● EXERCISE GOAL
Please reproduce all entries word for word and omit their pictures.

● DATASET EXCERPTS
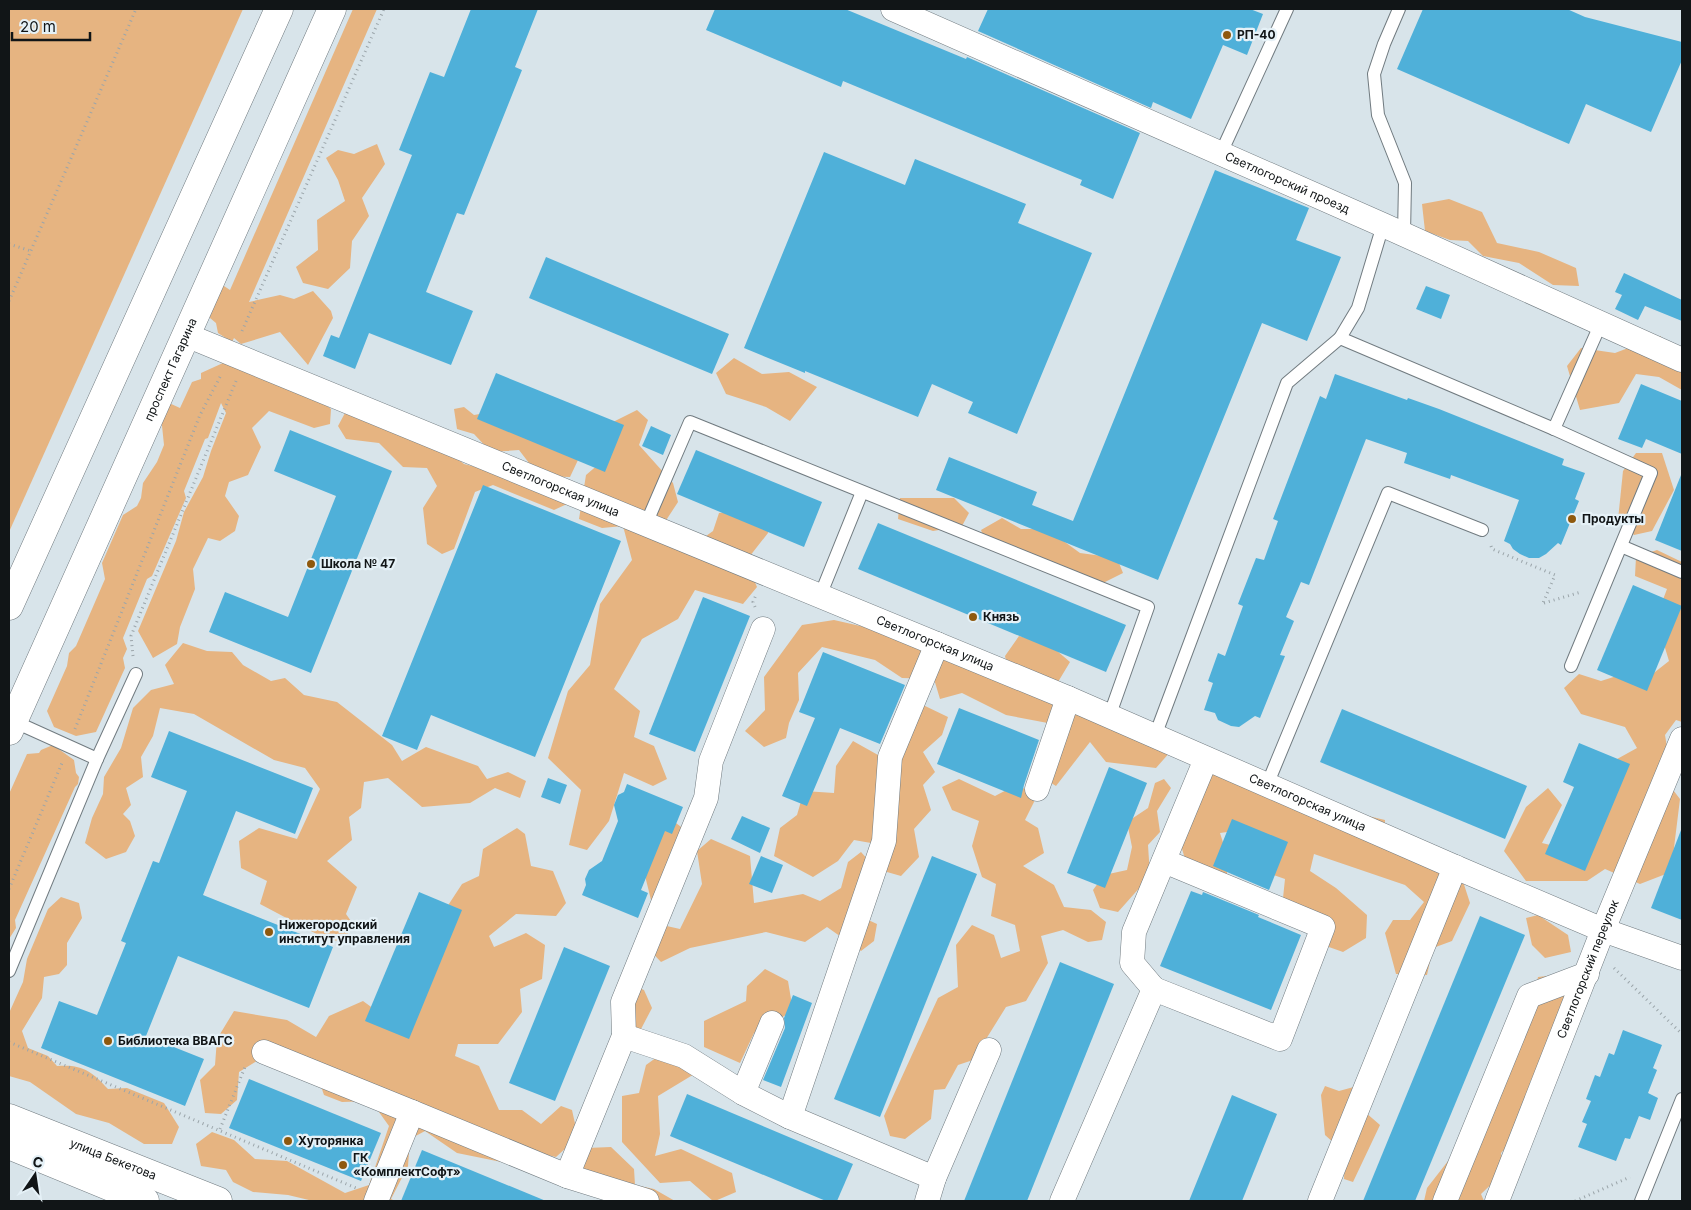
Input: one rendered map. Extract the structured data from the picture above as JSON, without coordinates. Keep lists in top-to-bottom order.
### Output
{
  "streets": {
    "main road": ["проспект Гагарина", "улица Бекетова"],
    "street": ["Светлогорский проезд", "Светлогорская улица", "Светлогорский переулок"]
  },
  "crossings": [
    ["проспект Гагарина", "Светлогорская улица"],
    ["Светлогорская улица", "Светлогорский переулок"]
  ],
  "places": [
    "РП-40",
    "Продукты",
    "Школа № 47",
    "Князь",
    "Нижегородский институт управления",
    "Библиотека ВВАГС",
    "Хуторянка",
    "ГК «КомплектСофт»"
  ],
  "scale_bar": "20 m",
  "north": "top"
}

● TASK OUTPUT
Input: one rendered map. Extract the structured data from the picture above as JSON, without coordinates. Keep lists in top-to-bottom order.
### Output
{
  "streets": {
    "main road": ["проспект Гагарина", "улица Бекетова"],
    "street": ["Светлогорский проезд", "Светлогорская улица", "Светлогорский переулок"]
  },
  "crossings": [
    ["проспект Гагарина", "Светлогорская улица"],
    ["Светлогорская улица", "Светлогорский переулок"]
  ],
  "places": [
    "РП-40",
    "Продукты",
    "Школа № 47",
    "Князь",
    "Нижегородский институт управления",
    "Библиотека ВВАГС",
    "Хуторянка",
    "ГК «КомплектСофт»"
  ],
  "scale_bar": "20 m",
  "north": "top"
}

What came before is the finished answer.